This section covers considerations that are equally important to all described
architectures.

.. contents::
   :local:

.. _refarch-common-components:

Components
----------

As explained in :doc:`../get_started`, the Bare Metal service has three
components.

* The Bare Metal API service (``ironic-api``) should be deployed in a similar
  way as the control plane API services. The exact location will depend on the
  architecture used.

* The Bare Metal conductor service (``ironic-conductor``) is where most of the
  provisioning logic lives. The following considerations are the most
  important when deciding on the way to deploy it:

  * The conductor manages a certain proportion of nodes, distributed to it
    via a hash ring. This includes constantly polling these nodes for their
    current power state and hardware sensor data (if enabled and supported
    by hardware, see :ref:`ipmi-sensor-data` for an example).

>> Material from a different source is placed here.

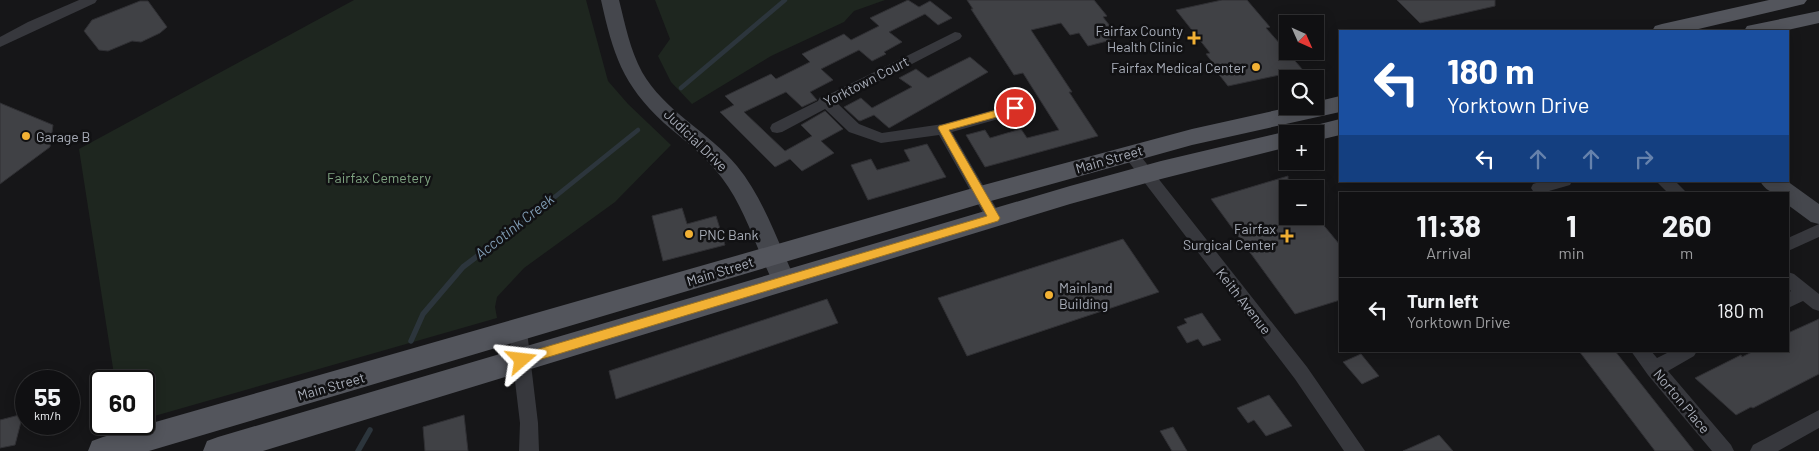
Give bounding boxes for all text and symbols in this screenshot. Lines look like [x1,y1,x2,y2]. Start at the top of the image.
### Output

  * The conductor needs access to the `management controller`_ of each node
    it manages.

  * The conductor co-exists with TFTP (for PXE) and/or HTTP (for iPXE) services
    that provide the kernel and ramdisk to boot the nodes. The conductor
    manages them by writing files to their root directories.

  * If serial console is used, the conductor launches console processes
    locally. If the ``nova-serialproxy`` service (part of the Compute service)
    is used, it has to be able to reach the conductors. Otherwise, they have to
    be directly accessible by the users.

  * There must be mutual connectivity between the conductor and the nodes
    being deployed or cleaned. See Networking_ for details.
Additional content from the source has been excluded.